Why Zoos Are Bad For Animals

Zoos are a place where animals from around the world are kept. Animals are taken from their natural habitat where there are naturally existing food sources and enemies, and placed inside of a cage that keeps out all of animals and consists of only a small percentage of the naturally occurring flora and fauna to which the animal is accustomed. With no natural predators or food sources to hunt, many animals will lose their natural instincts, which are necessary for survival. This prevents reintegration into the animal kingdom and leaves them sentenced for life in a zoo.

When animals are taken from their natural habitat, they are placed in secluded cages where their natural habitat is recreated, to the best of the zoo’s abilities. However, certain aspects such as ambient temperature in an animal’s natural habitat cannot be recreated perfectly. Animals live around the world for a reason. The main reason is that their natural habitat is associated with a particular climate and eco system, one which is reliant upon all of the natural plants and animals who also share that habitat. Nocturnal animals are those who sleep during the day and forage during the night. When nocturnal animals are taken from their natural habitat and placed inside of a zoo, with standard day time operating hours, it can be incredibly difficult for the animals to maintain their normal sleeping and activity plans due to a high rate of traffic often banging on their cage or calling to them during the day.

A cage in a zoo cannot recreate the whole of an animal’s native environment. Some flora and fauna are native to specific regions around the world and cannot be transplanted. This means that animals that typically get their nutrients from one plant may not have access to that plant inside of their zoo cage. The zoo will give them nutrients in other forms, but this is still altering the natural selection process of the animal kingdom.

In addition, without any natural predators or animals to hunt, animals kept in cages in a zoo lose their natural survival instincts and ability to hunt in the wild. This forever prevents them from being reintroduced into the animal kingdom. Left in a cage for the rest of their life, many zoo animals only have their mate and perhaps a few other herd members in their shared facility, which leaves them lonely for companionship that would naturally exist in the wild.

There's a lot of controversy surrounding zoos. Most of us have probably taken a trip to the zoo at some point, just for the chance to see animals that we would never get to see in our normal lives. How else would many of us be able to see elephants, tigers, lions, monkeys, and countless other species? The question is, though, are zoos really a good place for animals to be? 

Animal Rights

Many organizations and individuals believe that zoos go against all principles surrounding animal rights. People for the Ethical Treatment of Animals (PETA), for example, believes that zoos compromise animal rights, because in zoos animals are caged, used for entertainment purposes, and sometimes poorly cared for.

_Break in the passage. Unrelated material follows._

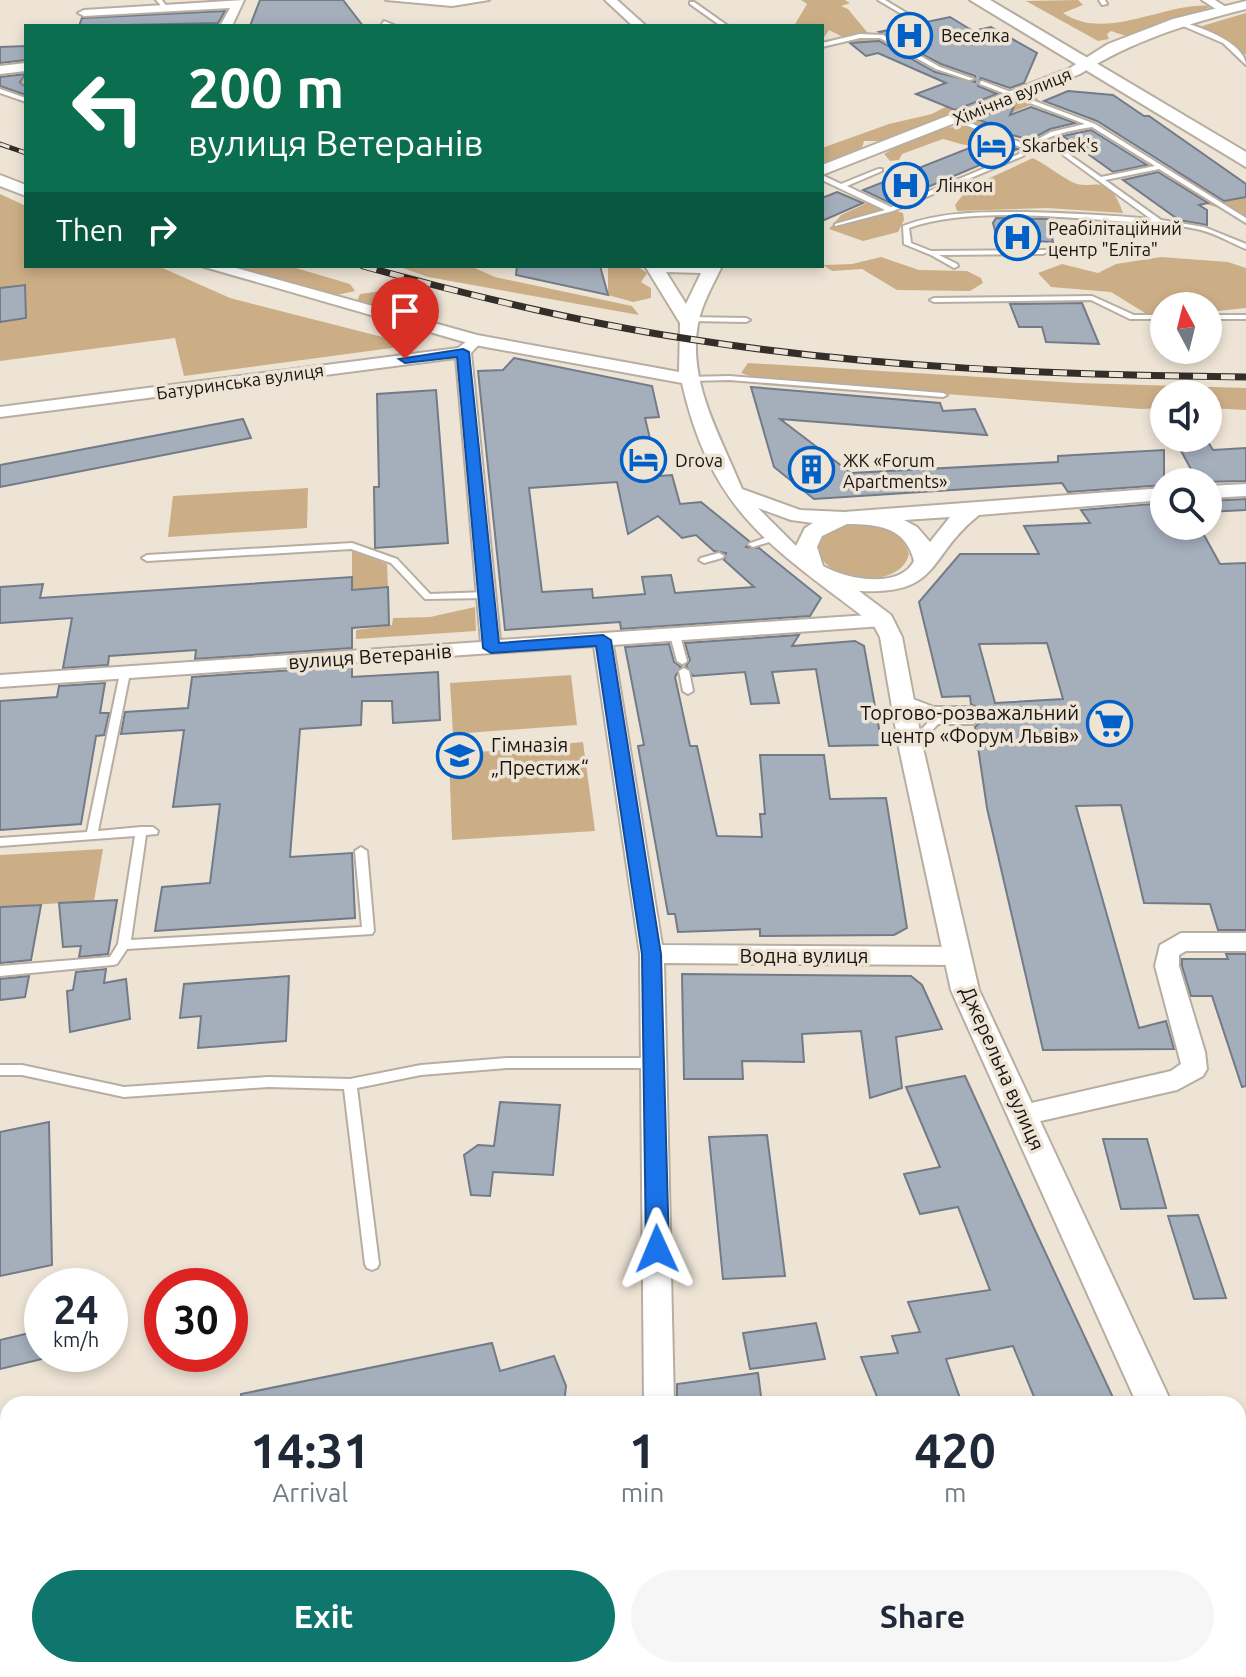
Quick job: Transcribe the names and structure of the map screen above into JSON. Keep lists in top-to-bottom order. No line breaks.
{"streets":{"street":["Хімічна вулиця","Батуринська вулиця","вулиця Ветеранів","Водна вулиця","Джерельна вулиця"]},"crossings":[["вулиця Ветеранів","Джерельна вулиця"],["Водна вулиця","Джерельна вулиця"]],"places":{"hospital":["Веселка","Лінкон","Реабілітаційний центр \"Еліта\""],"hotel":["Skarbek's","Drova"],"building":["ЖК «Forum Apartments»"],"supermarket":["Торгово-розважальний центр «Форум Львів»"],"school or university":["Гімназія „Престиж“"]},"north":"top","page":{"turn":["200 m","вулиця Ветеранів"],"then":"Then","speed":"24 km/h","limit":"30","eta":["14:31","Arrival","1","min","420","m"],"buttons":["Exit","Share"]}}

Think about it for a second; what right do we have as human beings to capture wild animals, keep them in enclosures that are incredibly small compared to their natural habitat, and charge to have them regularly viewed by the public? Zoo animals are often taken from the wild in order to be put on display, and are bought and traded as though they were objects rather than living beings. PETA might just have a point here. 

Is the zoo really the best place for this majestic polar bear? Courtesy of zoochat.com

The Other Side

There are some who argue that zoos provide a valuable education resource. For example, most people are not able to travel around the world in order to observe and learn about different kinds of animals. The zoo allows people to see these animals up close. Zoos also give scientists and researchers the opportunity to closely study a certain type of animal, and perhaps learn how to keep that species alive in the wild. There are also animals that are endangered or close to extinction that live in captivity, and people fear that releasing them could lead to the total elimination of the species. 

Zoos often house endangered species, like this African elephant. Courtesy of Bernard Gagnon

Animal Sanctuaries

There is a big difference between zoos and sanctuaries. Zoos often operate as commercial ventures, where animals are bought and sold. Sanctuaries, however, are typically not-for-profit organizations where animals who are unable to survive in the wild due to illness, injury, or trauma are given a second chance at life. Sanctuaries also often offer care to more specific types of animals; for example, elephants at an elephant sanctuary will obviously be the focus of the efforts, hopefully meaning that the elephants will have more space to live and more appropriate care. 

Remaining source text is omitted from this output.